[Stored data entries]
· · · · ·
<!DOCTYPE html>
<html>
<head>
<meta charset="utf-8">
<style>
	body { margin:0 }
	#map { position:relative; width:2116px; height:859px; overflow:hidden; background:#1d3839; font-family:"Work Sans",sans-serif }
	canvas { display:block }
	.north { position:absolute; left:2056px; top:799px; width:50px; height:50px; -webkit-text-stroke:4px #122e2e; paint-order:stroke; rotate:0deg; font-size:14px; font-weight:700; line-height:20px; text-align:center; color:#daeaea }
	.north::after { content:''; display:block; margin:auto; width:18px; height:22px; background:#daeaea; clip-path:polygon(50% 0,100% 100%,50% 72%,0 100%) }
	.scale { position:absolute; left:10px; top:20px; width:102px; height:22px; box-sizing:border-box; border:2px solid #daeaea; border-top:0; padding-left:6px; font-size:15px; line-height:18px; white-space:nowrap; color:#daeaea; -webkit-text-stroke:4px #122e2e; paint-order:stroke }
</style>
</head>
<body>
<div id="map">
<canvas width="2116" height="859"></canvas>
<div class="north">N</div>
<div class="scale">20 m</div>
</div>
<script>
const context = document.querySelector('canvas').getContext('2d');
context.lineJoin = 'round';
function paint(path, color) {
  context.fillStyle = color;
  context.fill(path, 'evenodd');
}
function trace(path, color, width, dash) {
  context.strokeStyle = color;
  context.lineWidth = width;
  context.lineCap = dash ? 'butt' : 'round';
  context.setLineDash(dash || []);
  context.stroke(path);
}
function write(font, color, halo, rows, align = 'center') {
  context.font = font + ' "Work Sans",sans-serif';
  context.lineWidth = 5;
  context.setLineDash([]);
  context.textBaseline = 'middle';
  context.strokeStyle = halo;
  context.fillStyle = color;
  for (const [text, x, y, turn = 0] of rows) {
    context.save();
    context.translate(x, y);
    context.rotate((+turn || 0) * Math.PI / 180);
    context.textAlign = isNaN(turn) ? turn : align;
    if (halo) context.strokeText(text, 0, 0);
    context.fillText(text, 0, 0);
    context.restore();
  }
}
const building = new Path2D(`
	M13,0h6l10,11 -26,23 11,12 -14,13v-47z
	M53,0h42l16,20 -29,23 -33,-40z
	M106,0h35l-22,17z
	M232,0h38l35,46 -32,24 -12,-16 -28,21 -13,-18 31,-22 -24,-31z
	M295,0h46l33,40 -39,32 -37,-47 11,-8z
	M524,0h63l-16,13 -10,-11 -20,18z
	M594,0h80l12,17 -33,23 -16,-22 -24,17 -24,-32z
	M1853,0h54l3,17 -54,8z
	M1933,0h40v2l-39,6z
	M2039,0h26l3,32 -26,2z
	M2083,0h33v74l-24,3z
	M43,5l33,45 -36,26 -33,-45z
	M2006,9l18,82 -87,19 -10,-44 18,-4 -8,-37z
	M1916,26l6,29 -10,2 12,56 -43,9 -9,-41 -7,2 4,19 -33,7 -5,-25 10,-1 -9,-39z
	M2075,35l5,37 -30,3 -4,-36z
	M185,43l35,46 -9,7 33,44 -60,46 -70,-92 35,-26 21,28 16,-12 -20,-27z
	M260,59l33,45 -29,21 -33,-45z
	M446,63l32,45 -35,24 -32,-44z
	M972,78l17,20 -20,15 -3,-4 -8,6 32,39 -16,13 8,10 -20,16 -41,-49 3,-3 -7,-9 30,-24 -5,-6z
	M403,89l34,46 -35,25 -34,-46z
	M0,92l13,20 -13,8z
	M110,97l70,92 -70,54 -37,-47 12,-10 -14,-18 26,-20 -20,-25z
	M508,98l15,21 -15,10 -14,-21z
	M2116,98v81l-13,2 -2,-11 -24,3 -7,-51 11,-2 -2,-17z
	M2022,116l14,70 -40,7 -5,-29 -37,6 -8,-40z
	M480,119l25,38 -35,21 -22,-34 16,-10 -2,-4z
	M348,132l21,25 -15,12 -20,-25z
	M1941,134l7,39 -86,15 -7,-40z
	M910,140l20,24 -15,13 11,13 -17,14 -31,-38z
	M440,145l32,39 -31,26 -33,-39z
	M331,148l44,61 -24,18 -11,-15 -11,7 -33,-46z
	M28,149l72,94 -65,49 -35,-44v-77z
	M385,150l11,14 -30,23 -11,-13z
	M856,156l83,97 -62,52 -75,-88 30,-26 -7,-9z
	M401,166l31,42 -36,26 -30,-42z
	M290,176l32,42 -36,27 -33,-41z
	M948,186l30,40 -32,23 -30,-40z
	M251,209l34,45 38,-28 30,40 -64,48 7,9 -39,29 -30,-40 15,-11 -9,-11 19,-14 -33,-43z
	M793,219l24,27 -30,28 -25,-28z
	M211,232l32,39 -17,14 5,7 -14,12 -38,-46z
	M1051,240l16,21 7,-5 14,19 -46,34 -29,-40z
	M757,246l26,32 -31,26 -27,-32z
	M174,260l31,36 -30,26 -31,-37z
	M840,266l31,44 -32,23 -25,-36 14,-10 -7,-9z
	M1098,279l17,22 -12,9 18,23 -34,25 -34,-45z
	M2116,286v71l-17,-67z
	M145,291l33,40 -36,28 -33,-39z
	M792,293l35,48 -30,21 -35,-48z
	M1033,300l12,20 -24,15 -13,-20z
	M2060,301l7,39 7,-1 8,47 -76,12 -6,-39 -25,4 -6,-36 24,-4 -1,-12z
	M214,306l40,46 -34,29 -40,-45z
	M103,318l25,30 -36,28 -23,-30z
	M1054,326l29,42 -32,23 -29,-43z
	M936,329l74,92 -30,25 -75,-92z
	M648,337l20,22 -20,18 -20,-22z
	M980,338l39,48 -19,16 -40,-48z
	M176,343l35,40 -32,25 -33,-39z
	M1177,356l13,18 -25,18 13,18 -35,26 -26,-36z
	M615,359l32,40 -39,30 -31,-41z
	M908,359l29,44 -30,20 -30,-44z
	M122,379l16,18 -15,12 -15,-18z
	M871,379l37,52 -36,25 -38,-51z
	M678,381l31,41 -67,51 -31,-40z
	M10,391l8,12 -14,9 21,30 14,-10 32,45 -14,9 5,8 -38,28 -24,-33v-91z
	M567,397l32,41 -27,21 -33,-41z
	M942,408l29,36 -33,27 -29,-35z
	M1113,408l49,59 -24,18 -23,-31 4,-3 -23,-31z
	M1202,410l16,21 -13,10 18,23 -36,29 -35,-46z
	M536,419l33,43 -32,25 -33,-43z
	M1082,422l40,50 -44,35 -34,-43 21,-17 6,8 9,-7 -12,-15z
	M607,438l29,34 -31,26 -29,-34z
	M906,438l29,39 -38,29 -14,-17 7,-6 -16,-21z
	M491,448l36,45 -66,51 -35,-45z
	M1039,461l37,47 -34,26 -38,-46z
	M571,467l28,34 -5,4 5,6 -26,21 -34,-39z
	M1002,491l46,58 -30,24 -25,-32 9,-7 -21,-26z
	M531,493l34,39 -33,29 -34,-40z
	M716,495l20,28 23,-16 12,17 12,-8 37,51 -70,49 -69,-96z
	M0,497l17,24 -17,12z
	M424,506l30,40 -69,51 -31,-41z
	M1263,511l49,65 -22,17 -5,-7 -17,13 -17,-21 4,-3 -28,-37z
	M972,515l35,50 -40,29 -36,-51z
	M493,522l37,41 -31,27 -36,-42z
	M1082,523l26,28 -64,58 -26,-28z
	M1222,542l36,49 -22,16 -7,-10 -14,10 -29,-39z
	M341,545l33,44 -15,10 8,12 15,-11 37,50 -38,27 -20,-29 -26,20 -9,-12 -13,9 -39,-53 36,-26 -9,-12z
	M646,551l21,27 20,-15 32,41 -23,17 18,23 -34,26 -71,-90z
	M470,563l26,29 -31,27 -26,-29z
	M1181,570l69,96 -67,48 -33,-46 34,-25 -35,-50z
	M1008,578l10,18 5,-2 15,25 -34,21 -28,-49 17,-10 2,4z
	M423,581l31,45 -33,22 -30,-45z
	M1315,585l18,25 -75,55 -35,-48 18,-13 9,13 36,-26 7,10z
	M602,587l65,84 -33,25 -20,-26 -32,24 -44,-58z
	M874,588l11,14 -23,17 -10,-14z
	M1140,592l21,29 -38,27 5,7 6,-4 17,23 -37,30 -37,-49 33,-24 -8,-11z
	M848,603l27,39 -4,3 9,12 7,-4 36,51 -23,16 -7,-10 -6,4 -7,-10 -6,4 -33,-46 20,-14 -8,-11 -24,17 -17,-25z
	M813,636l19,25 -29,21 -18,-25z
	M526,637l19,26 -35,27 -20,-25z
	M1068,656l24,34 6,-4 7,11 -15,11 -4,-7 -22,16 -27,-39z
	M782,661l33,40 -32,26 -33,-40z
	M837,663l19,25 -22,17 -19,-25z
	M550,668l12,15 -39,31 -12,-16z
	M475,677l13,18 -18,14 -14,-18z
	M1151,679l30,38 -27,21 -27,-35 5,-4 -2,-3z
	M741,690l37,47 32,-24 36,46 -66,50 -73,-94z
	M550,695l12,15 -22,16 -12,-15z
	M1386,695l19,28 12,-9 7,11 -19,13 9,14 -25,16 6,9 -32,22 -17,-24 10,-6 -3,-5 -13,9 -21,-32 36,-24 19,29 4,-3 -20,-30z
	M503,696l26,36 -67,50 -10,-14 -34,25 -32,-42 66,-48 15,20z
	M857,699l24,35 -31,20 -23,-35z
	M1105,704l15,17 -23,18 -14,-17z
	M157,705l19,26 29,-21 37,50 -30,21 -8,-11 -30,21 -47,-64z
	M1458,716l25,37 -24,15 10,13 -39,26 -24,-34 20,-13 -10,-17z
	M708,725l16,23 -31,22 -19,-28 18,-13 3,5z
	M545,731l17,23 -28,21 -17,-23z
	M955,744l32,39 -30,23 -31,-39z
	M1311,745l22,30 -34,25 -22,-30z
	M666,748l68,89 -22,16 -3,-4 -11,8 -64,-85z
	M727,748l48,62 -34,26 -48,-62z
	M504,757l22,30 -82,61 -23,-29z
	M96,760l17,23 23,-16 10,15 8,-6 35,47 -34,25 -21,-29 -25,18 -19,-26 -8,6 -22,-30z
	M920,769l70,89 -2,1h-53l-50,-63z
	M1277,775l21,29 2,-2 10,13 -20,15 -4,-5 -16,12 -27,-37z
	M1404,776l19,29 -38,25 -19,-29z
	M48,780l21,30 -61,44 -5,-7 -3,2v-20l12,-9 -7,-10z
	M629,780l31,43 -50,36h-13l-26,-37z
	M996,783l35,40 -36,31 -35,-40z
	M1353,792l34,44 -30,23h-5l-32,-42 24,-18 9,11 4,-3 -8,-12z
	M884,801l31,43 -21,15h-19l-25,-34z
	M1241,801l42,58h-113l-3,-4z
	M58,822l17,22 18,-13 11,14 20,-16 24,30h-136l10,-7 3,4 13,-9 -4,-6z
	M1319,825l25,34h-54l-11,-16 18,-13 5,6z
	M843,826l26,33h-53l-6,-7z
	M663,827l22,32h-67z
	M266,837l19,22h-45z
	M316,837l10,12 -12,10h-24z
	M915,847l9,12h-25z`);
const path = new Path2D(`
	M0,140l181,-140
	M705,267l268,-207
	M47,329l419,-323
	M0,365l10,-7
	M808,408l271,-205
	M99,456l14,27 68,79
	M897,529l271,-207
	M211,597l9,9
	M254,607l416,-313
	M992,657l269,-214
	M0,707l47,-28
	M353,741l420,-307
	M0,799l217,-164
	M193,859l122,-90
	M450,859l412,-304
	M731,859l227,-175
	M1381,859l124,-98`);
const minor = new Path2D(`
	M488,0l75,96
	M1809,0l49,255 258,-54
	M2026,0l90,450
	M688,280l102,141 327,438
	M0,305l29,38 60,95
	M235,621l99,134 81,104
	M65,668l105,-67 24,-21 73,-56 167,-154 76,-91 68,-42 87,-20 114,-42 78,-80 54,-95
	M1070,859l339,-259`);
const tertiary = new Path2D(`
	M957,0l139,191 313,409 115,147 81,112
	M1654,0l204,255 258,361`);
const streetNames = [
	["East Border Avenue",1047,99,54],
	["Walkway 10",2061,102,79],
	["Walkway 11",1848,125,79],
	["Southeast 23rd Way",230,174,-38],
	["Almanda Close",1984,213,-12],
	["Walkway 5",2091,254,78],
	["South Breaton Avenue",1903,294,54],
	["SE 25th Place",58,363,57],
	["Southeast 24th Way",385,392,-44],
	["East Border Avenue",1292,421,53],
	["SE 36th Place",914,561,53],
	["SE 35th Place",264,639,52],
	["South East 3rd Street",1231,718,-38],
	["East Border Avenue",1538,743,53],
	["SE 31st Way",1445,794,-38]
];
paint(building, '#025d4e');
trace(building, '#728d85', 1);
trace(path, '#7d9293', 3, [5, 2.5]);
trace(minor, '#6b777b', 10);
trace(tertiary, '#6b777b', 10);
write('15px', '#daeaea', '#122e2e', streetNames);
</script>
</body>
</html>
· · · · ·
In the records shown above, how many lines include the word "turn"? Answer with the number only.

3